Croquetas de setas caseras y una ensalada para cenar.

No tengo una gran experiencia croquetil. Sólo había hecho un par de veces de pollo y aunque estaban buenas porque usé el pollo del caldo, debo mejorarlas. Aunque es difícil ponerse a practicar hasta que salgan bien porque dan bastante trabajo y en mercados y supermercados podemos encontrar croquetas deliciosas. Eso sí, si queréis croquetas de gustos especiales, no os quedará más remedio.
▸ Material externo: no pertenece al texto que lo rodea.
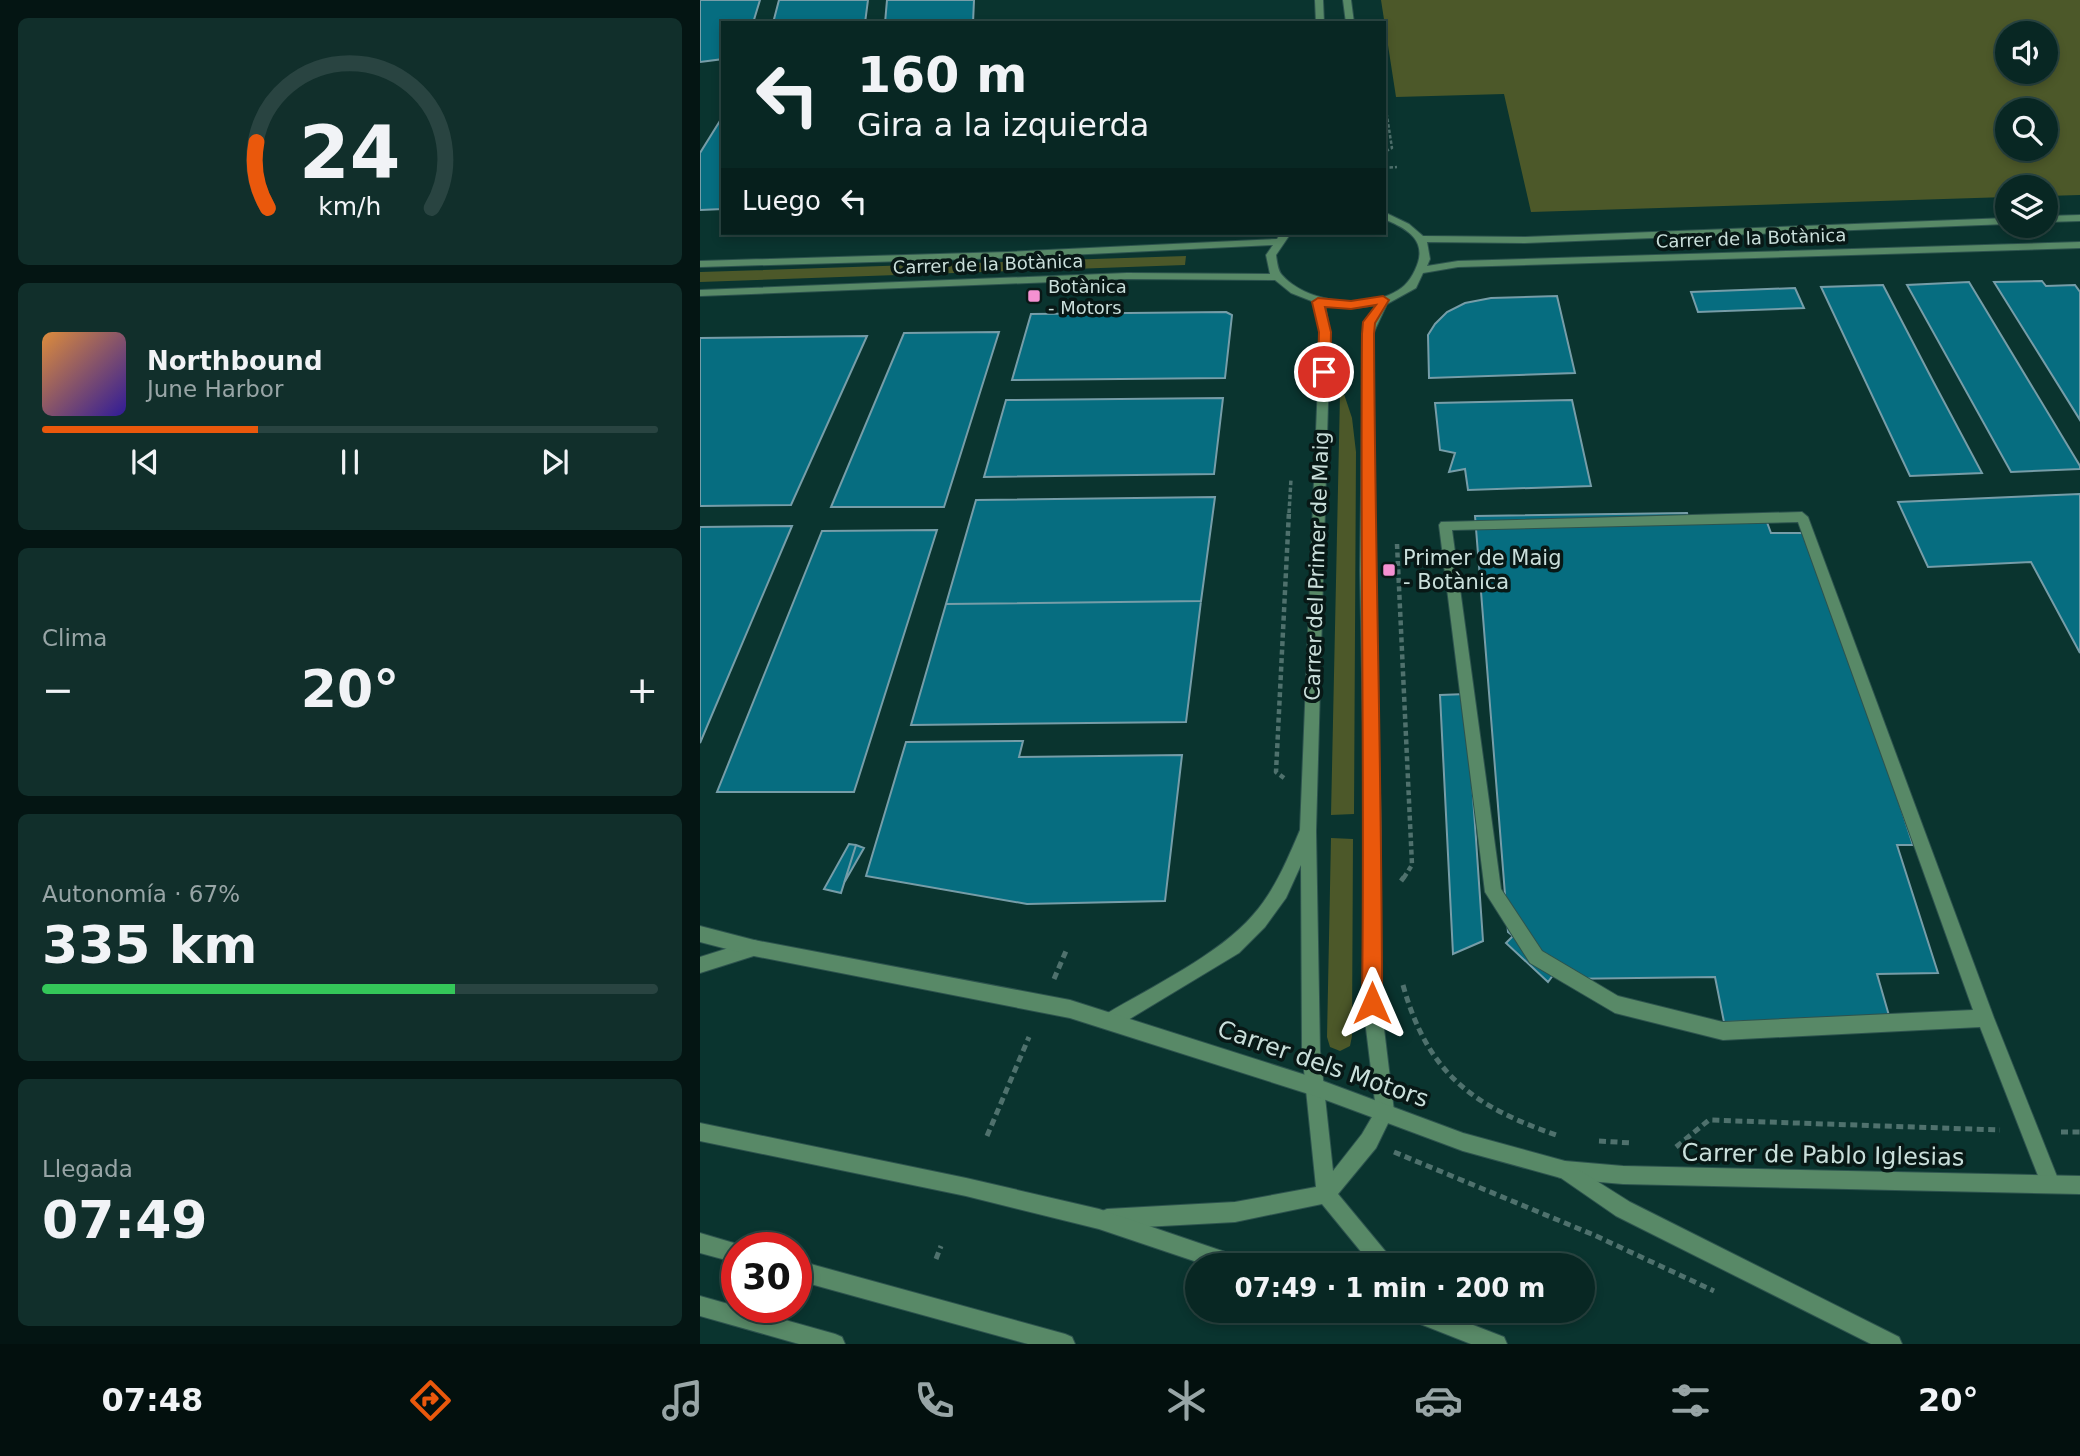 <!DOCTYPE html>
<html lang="es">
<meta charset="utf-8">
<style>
body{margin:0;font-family:"DejaVu Sans",sans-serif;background:#112f2b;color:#f1f3f6;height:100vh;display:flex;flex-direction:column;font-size:26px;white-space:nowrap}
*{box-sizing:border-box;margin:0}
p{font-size:23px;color:#98a5a6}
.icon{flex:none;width:38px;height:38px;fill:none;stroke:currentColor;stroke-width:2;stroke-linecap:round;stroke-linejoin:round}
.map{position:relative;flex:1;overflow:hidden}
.panel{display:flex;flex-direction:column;gap:18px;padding:18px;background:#041513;width:700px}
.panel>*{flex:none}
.top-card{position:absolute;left:21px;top:21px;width:665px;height:214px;border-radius:0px;box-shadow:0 4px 10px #0003,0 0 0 2px #294441;background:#082723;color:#f1f3f6;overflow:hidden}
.buttons{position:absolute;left:1295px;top:21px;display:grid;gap:14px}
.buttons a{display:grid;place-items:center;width:63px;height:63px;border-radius:50%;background:#082723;box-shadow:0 4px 10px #0003,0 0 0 2px #294441;font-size:35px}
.speed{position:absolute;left:21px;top:1232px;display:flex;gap:14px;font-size:35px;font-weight:700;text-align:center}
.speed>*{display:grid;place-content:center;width:91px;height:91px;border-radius:50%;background:#082723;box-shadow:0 4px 10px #0003,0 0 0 2px #294441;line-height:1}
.speed .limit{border:10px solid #d22;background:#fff;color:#111}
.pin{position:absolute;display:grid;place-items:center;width:60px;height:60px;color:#fff;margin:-30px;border:4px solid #fff;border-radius:50%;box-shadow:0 2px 7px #0007}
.me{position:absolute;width:77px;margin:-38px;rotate:0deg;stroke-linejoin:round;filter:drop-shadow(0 0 5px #0008)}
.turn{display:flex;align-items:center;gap:24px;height:147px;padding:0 21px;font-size:32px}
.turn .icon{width:91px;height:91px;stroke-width:2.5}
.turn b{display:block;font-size:49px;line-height:60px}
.then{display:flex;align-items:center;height:66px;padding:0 21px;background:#0003;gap:14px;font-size:26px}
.big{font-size:52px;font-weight:700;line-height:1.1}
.panel .widget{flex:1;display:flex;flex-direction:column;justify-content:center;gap:10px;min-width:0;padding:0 24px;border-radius:10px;background:#112f2b}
.panel .dial{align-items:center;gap:0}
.dial svg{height:182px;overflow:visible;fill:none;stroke:#294441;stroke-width:7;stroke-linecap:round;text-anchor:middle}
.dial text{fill:#f1f3f6;stroke:none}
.song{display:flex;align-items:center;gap:21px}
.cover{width:84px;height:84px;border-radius:10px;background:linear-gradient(135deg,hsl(30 70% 55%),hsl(250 70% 35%))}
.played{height:7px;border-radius:4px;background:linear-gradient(90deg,#ea580c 35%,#294441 35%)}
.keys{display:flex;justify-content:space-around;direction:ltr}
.heat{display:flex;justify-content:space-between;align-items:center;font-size:38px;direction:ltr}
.charge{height:10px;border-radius:5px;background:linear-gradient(90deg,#34c759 67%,#294441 0)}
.trip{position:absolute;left:485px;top:1253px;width:410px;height:70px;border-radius:35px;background:#082723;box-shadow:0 4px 10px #0003,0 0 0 2px #294441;font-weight:700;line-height:70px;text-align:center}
.tab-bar{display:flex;height:112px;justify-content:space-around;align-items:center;background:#03100e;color:#98a5a6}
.tab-bar .icon{width:49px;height:49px}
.tab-bar .on{color:#ea580c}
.tab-bar b{font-size:32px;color:#f1f3f6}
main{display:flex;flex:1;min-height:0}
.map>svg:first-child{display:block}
.green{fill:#4c5829;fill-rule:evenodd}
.building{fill:#066d80;stroke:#769da8;stroke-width:2}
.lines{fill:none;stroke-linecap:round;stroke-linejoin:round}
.service-casing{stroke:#2d534e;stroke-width:2}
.minor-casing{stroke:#2d534e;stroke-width:2}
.tertiary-casing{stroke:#2d534e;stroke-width:2}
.path-far3{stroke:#4f716d;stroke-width:2.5;stroke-dasharray:3.5 2;stroke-linecap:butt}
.path-far2{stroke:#4f716d;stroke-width:3.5;stroke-dasharray:4.5 2.5;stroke-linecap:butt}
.path-far1{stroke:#4f716d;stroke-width:4.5;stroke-dasharray:5 3.5;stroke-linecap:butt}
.path{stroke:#4f716d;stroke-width:5;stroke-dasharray:7 4.5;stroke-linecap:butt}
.service{fill:#588967;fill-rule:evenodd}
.minor{fill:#588967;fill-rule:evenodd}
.tertiary{fill:#588967;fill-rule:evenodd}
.route{fill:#ea580c;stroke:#983908;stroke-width:2}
.poi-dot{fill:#f591d2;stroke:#081816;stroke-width:2.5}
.labels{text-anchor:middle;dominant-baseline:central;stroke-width:7;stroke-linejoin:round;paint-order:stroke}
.far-street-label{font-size:18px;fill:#cadfdb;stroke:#081816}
.far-poi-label{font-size:18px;fill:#cadfdb;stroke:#081816;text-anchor:start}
.poi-label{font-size:21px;fill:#cadfdb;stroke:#081816;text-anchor:start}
.street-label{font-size:21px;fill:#cadfdb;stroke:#081816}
.near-street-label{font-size:24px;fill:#cadfdb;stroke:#081816}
</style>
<main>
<section class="panel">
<div class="widget dial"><svg viewBox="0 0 100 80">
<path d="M14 69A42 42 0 1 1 86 69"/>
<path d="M14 69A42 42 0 0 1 9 40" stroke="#ea580c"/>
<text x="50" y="56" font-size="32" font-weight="700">24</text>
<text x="50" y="72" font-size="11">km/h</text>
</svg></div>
<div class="widget">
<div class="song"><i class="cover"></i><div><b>Northbound</b><p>June Harbor</p></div></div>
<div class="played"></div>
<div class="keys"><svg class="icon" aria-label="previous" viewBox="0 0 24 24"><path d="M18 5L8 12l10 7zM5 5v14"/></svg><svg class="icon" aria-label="pause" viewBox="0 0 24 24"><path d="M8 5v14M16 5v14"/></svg><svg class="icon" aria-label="next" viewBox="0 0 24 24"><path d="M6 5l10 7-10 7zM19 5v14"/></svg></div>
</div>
<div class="widget"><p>Clima</p>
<div class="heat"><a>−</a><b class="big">20°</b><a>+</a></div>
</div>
<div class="widget"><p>Autonomía · 67%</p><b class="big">335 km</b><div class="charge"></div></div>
<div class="widget"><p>Llegada</p><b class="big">07:49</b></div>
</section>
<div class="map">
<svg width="1380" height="1344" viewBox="0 0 1380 1344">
<rect width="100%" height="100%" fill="#0a342f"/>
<!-- green -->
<path class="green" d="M681,0H1380V195L1346,196V187H1307V197L831,212L804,94L696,97ZM1307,33H1346V72H1307ZM1307,110H1346V149H1307Z
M486,256L485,265L0,282V272Z
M640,394H644L652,418L656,452L654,814L631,815Z
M631,838L653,839L652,1036L650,1046L640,1051L630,1047L627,1037Z"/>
<!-- building -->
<path class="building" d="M0,0H60L53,23H23V59L0,62Z
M79,0H168L165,23H73Z
M187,0H274L273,23H185Z
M23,116V209L0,210V153Z
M1342,281L1346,286L1375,285L1380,292V420L1294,282Z
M1269,282L1380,466V469L1311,472L1207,285Z
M1183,285L1233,381L1282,473L1210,476L1121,287Z
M1095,288L1104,308L998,312L991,292Z
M857,296L875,373L729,378L728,335L735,324L747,312L765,303L791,298Z
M526,312L532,315L525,378L312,380L331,314Z
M299,332L244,507H131L204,333Z
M167,336L91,505L0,506V338Z
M523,398L514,474L284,477L306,400Z
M872,400L891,486L768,490L765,469L749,472L755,453L740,450L735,403Z
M1380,494V653L1331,562L1228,567L1198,502Z
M515,497L501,601L246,604L276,500Z
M987,513L988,518L1065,517L1071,533H1112L1213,845H1197L1238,973L1177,974L1190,1019L1024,1022L1015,977L860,979L854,974L848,982L806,943L813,936L808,932L775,516Z
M92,526L11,717L0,743V527Z
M237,530L154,792H17L122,531Z
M501,601L486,722L211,725L246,604Z
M766,694L783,941L753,954L740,695Z
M323,741L319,757L482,755L465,901L327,904L166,876L206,742Z
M149,844L156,845L141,893L124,889Z
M156,845L164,848L144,883Z"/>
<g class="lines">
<defs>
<path id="service" d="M1102,512L1108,517L1294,1018L1360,1184L1358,1191L1351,1193L1344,1191L1280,1027L1023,1040L915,1013L830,963L785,892L739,525L741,522ZM1098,522L1273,1010L1023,1022L918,996L842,951L801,889L752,530Z
M54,940L60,942L62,948L60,954L0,973V957Z
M0,1233L44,1246L45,1248H37V1263L0,1253Z
M96,1260L365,1334L372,1337L375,1344H328L96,1280Z
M0,1296L135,1334L142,1337L145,1344H99L0,1316Z"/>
<path id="minor" d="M615,0H623L624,23H616Z
M643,0H651L654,23H646Z
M684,212L709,224L723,236L825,237L1307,218V224L825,243L727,242L730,259L727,266L758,261L1380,242V248L758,267L723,273L716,288L687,304L673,334L674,571L681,830V1004L694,1111L676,1148L638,1194L691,1258L694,1265H672L622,1204L535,1222L407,1229L400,1226L397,1219L400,1212L407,1209L535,1202L616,1187L602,1051L601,865L586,898L565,927L539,953L418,1026L412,1029L406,1026L403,1020L406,1014C451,987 520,954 553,915C575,890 587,860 600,830L620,332L614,302L591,293L575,280L427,279L0,296V290L427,273L570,274L566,255L573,245L307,258L0,267V261L307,252L577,239L581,233H591L576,255C577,262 578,271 582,275C605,301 659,309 689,295C702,289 709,283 715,270C729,241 708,229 684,219ZM625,305L656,308L676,305L663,334L660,571L665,830L663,1004L676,1110L662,1134L633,1171L620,1051L616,831L630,332Z
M1380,215V221L1346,222V216Z
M865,1161L923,1166L1380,1176V1194L923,1184L865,1179L858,1177L856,1170L858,1163Z"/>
<path id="tertiary" d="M0,926L54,940L370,1000L615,1078L763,1133L865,1161L930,1202L1199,1337L1202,1344H1171L916,1216L861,1178L763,1151L615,1096L370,1018L54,956L0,942Z
M0,1123L266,1178L399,1209L534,1255L541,1258L544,1265H506L399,1229L266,1196L0,1141Z
M702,1311H737L804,1337L807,1344H771L705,1318Z"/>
</defs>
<!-- service casing -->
<use href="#service" class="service-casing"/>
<!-- minor casing -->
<use href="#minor" class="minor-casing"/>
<!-- tertiary casing -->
<use href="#tertiary" class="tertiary-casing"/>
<!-- path-far3 -->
<path class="path-far3" d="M684,97L692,148L684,152
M684,168L697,167"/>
<!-- path-far2 -->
<path class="path-far2" d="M589,513L591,479"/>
<!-- path-far1 -->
<path class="path-far1" d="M697,544L712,865L703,879
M584,778L576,772L589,511"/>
<!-- path -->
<path class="path" d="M701,881L704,877
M354,979L366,951
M703,985C728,1075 774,1107 859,1136
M1361,1132H1380
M287,1136L329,1037
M899,1141L932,1143
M976,1147L1009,1120L1300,1130
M694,1152L894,1235L1014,1291
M236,1259L241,1246"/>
<!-- service -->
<use href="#service" class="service"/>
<!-- minor -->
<use href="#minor" class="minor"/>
<!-- tertiary -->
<use href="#tertiary" class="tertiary"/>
</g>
<!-- route -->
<path class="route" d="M683,296L689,300L675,323L674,334C675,557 682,780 682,1003L679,1010L672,1013L665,1010L662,1003C665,780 660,557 662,334L663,322L676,305L651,309L625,307L631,332L630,372L624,376L618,372L619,332L612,302L618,298L651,301Z"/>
<!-- markers -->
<g class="poi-dot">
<rect x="327" y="289" width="14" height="14" rx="3.5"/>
<rect x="682" y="563" width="14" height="14" rx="3.5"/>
</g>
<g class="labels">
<!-- far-street labels -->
<g class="far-street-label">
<text transform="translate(1051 238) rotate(-2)">Carrer de la Botànica</text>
<text transform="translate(288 264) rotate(-2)">Carrer de la Botànica</text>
</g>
<!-- far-poi labels -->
<g class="far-poi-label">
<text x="348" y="286">Botànica<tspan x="348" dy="21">- Motors</tspan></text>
</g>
<!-- poi labels -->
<g class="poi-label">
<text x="703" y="558">Primer de Maig<tspan x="703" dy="24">- Botànica</tspan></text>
</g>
<!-- street labels -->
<g class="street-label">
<text transform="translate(617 566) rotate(-88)">Carrer del Primer de Maig</text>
</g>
<!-- near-street labels -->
<g class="near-street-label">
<text transform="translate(623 1064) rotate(19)">Carrer dels Motors</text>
<text transform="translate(1123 1155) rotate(1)">Carrer de Pablo Iglesias</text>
</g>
</g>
</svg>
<div class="buttons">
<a><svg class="icon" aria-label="sound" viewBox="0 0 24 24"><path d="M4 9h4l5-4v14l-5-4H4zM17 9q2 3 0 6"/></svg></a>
<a><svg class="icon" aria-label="search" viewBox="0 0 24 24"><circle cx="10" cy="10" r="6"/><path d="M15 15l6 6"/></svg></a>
<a><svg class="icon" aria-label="layers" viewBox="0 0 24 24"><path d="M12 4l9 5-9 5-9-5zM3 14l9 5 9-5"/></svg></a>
</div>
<div class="speed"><div class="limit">30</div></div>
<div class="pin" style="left:624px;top:372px;background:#d93025"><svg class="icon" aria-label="arrive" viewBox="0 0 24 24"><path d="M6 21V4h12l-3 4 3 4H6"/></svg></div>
<svg class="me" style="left:672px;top:1003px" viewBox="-20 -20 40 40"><path d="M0-17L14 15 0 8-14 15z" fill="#ea580c" stroke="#fff" stroke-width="4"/></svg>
<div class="trip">07:49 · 1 min · 200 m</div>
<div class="top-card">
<div class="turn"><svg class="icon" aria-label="left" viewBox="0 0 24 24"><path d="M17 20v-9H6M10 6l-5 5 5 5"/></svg><div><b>160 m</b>Gira a la izquierda</div></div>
<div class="then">Luego<svg class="icon" aria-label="left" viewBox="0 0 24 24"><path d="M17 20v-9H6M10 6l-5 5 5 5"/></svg></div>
</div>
</div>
</main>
<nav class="tab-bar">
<b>07:48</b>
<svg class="icon on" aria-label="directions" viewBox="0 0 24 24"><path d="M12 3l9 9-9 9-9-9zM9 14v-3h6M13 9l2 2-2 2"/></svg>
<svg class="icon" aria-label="music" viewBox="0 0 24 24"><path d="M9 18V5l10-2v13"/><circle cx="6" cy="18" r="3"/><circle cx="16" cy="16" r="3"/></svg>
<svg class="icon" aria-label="phone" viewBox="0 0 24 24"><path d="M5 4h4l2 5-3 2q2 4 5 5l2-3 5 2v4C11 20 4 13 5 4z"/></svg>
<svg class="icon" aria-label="climate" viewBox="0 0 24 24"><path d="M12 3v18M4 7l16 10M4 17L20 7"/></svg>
<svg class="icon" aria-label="car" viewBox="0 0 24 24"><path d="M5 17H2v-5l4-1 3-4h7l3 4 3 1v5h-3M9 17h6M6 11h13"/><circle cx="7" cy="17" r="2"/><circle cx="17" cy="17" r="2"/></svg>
<svg class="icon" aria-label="filters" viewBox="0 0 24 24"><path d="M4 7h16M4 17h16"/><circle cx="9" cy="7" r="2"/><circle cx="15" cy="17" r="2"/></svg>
<b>20°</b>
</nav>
En cualquier caso, es un placer ver (y degustar) el resultado de nuestras horas en la cocina.

Para hacer unas 30 croquetas de setas, hay que empezar picando media cebolla en trocitos bien pequeños y hacemos lo mismo con 150 gramos de setas. Pueden ser frescas, congeladas (descongeladas, óbviamente) o deshidratadas como rebozuelos, aunque en este último caso, necesitaremos 15 gramos y rehidratarlas unos 20 minutos. Fundimos 100 gramos de mantequilla y rehogamos la cebolla y las setas. Cuando ya estén tiernas, salpimentamos, bajamos el fuego e incorporamos de golpe tres cucharadas de harina y removemos bien para repartir la harina de forma homogénea.

Respetad las cantidades de harina y mantequilla aunque parezca mucha para tener la cantidad necesaria de bechamel y que os espese bien (yo heché menos y se me deshacían un poco). Cuando la harina empiece a coger color, añadid un chorrito de leche (entera) y seguid removiendo hasta que la masa lo absorba. Repetid la operación hasta añadir unos 750 mililitros de leche. Sazonad con nuez moscada, apagad el fuego y dejad enfriar. Ahora, sólo faltará dividir la masa en porciones (redondas o alargadas), empanarlas en huevo y pan rallado, freírlas en aceite bien caliente y comerlas. Aunque también podéis congelarlas una vez rebozadas para otro día como hicimos nosotros.